Pierburg, "impegni precisi prima della cessione"

Massimo Braccini, segretario generale Fiom Livorno, chiede garanzie precise per i lavoratori al gruppo Rheinmetall

"La decisione di Rheinmetall di svalutare di 350 milioni di euro la propria divisione civile rappresenta un passaggio rilevante nel percorso di cessione dei 18 stabilimenti inseriti nel perimetro di vendita, tra cui Pierburg Livorno".

Massimo Braccini, segretario generale Fiom Livorno, interviene sulla vertenza Pierburg.

"Si tratta di un’operazione contabile che non comporta uscite immediate di denaro, ma che riduce il valore della divisione nel bilancio consolidato del gruppo e definisce la base economica con cui i nuovi acquirenti subentreranno nella gestione. - prosegue Braccini - Tra i soggetti interessati figurano i fondi tedeschi Aurelius Group ed Ecco Group. In Germania l’azienda ha già siglato un accordo con le organizzazioni sindacali per garantire occupazione e continuità contrattuale. L’intesa stabilisce inoltre che eventuali attività civili provenienti dai siti che resteranno sotto il controllo diretto di Rheinmetall vengano discusse prioritariamente per gli stabilimenti tedeschi, consolidandone la prospettiva industriale".

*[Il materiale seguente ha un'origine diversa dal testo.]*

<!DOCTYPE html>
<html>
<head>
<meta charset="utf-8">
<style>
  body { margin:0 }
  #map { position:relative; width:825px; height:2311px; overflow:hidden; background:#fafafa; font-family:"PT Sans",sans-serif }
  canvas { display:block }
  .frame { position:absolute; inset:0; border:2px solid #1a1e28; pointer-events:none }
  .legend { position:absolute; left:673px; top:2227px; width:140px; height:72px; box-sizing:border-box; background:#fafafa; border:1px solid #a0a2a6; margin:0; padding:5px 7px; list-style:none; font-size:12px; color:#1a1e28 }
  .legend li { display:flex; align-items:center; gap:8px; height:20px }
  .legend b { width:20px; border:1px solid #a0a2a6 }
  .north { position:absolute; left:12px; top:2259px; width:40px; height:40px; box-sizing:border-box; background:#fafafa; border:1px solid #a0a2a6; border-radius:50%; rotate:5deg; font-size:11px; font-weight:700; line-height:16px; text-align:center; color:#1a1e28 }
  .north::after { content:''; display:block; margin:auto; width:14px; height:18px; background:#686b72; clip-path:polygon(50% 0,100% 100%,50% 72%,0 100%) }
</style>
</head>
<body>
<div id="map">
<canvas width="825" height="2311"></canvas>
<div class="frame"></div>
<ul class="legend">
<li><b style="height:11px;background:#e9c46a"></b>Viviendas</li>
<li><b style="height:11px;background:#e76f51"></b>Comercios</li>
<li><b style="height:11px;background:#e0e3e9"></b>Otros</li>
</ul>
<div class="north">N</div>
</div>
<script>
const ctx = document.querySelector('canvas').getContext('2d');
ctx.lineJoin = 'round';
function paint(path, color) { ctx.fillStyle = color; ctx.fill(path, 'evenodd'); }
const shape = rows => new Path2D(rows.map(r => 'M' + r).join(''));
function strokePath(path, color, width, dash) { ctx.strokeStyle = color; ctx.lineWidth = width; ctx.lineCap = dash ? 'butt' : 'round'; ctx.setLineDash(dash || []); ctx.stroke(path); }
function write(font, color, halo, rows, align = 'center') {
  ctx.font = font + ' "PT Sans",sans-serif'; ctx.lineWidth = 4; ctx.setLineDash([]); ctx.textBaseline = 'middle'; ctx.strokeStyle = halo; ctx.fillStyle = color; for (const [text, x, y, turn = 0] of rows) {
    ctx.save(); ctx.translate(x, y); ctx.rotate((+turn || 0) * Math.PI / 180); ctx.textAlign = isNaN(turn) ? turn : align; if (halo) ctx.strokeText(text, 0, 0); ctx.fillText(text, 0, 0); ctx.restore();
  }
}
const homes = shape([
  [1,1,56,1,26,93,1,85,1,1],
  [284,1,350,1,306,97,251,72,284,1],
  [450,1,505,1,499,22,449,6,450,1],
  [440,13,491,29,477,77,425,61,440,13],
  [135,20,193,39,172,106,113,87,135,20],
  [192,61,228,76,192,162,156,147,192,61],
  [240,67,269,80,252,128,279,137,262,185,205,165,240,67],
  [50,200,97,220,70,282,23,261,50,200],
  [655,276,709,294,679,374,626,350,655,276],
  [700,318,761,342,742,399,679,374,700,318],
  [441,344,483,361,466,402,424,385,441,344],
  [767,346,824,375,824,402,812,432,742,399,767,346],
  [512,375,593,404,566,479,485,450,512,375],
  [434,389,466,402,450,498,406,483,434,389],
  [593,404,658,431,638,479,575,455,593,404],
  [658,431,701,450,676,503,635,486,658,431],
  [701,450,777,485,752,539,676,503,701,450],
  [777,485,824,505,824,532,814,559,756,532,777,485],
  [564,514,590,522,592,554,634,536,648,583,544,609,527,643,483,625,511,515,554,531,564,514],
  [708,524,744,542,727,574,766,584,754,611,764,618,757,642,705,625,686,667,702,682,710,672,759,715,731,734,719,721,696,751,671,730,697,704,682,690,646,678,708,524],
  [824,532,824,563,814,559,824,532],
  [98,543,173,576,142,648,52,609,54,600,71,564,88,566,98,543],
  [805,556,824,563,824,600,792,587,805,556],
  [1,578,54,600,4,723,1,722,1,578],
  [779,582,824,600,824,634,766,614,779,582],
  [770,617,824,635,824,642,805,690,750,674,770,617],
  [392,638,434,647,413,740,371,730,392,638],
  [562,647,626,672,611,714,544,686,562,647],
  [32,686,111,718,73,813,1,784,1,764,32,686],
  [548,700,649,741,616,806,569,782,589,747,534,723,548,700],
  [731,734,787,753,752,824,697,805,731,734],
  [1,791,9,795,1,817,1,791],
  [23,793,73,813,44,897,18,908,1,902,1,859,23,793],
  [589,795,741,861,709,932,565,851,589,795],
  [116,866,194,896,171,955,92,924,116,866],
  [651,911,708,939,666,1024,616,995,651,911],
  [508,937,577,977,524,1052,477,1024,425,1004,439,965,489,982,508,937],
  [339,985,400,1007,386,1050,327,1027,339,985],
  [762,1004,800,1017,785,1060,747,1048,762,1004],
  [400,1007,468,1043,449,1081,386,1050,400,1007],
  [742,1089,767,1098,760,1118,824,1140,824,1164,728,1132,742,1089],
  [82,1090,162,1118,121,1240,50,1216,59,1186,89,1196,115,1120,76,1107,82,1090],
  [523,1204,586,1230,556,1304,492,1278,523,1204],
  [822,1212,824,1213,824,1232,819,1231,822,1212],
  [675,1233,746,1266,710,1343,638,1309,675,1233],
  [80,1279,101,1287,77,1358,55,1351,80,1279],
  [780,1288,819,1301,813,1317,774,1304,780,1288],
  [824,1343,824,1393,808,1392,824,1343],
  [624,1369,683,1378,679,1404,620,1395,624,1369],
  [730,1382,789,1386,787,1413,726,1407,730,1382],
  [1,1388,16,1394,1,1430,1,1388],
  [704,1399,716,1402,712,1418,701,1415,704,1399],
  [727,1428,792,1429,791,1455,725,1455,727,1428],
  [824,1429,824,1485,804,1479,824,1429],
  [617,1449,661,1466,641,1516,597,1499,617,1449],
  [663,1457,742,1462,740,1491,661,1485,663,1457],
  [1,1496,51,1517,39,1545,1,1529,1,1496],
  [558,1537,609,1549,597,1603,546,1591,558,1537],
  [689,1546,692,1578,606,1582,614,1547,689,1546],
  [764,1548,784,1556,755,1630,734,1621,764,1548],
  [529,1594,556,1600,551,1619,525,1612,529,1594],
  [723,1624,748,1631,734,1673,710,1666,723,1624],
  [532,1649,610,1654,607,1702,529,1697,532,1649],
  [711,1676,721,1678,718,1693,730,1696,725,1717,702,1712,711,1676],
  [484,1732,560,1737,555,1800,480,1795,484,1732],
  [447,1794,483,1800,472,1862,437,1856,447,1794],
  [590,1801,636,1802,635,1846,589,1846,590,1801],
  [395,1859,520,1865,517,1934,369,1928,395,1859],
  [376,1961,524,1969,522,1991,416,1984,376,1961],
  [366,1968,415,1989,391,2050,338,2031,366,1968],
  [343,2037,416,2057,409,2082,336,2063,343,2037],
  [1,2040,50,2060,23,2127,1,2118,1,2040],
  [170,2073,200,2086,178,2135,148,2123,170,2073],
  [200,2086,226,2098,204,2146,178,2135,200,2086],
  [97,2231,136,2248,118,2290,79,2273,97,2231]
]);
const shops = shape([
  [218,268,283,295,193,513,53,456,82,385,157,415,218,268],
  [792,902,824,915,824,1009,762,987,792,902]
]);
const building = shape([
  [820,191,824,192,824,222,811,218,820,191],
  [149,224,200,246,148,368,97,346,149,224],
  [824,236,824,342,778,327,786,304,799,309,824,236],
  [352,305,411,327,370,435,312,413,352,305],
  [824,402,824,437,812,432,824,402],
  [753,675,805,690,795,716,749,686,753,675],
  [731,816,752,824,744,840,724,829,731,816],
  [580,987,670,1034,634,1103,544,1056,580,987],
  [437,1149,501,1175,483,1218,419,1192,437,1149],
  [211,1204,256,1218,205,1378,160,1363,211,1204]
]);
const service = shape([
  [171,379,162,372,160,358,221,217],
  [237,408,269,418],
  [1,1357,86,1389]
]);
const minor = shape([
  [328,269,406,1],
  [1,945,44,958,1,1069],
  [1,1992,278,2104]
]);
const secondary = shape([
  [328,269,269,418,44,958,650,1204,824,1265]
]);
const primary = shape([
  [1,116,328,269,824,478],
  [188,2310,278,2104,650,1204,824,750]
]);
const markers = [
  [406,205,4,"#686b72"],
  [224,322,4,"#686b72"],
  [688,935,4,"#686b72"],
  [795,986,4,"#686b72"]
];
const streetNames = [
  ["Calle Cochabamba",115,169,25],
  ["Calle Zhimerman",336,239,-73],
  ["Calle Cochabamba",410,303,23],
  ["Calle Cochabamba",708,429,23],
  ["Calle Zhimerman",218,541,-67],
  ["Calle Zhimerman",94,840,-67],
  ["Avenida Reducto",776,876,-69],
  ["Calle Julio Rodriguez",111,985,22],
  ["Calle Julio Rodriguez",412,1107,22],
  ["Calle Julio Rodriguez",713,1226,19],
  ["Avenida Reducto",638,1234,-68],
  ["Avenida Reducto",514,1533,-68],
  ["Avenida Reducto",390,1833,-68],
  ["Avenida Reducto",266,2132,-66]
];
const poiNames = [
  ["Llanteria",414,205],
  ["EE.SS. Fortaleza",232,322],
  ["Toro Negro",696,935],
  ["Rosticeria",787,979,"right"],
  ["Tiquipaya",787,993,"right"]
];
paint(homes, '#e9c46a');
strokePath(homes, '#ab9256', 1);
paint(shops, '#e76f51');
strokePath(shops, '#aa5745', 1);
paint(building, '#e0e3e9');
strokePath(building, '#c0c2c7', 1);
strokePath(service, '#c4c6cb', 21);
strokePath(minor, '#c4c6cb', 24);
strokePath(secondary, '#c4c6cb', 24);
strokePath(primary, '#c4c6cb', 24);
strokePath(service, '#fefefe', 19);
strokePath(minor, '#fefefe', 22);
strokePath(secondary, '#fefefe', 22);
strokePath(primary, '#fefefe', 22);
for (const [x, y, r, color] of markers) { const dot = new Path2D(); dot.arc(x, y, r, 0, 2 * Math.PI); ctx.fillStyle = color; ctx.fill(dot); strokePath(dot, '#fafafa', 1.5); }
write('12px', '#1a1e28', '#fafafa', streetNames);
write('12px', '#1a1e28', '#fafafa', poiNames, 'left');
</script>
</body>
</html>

"Non esiste alcuna ragione industriale per cui attività analoghe non possano essere valutate anche per Pierburg Livorno. - aggiunge Braccini - La cessione riguarda l’intero settore automotive civile, quindi non possono esserci condizioni di partenza differenziate tra stabilimenti della stessa operazione.In Italia, però, non sono state formalizzate garanzie equivalenti. È già aperto un tavolo presso il Ministero delle Imprese e del Made in Italy, ma il confronto deve tradursi in atti formali e vincolanti". 

"Al tavolo del Mimit chiederemo garanzie occupazionali e industriali equivalenti a quelle definite in Germania, valutazioni equilibrate sulle eventuali riallocazioni produttive, impegni chiari e strumenti che prevedano anche eventuali sanzioni in caso di mancato rispetto degli accordi. Formalizzare garanzie solo per alcuni stabilimenti prima della cessione crea un’asimmetria inaccettabile. Rheinmetall deve assumere impegni precisi prima della vendita, così come è avvenuto in Germania. - conclude Braccini - L’azienda ha il dovere di assumersi fino in fondo l’onere sociale e industriale di questa transizione, garantendo continuità produttiva, salvaguardia dell’occupazione e prospettive concrete per le lavoratrici e i lavoratori che oggi rischiano di pagarne il prezzo. La svalutazione è un atto contabile, ma le scelte che la accompagnano sono politiche e industriali. Per questo chiediamo responsabilità e coerenza: le stesse condizioni riconosciute ai lavoratori tedeschi devono essere garantite anche in Italia".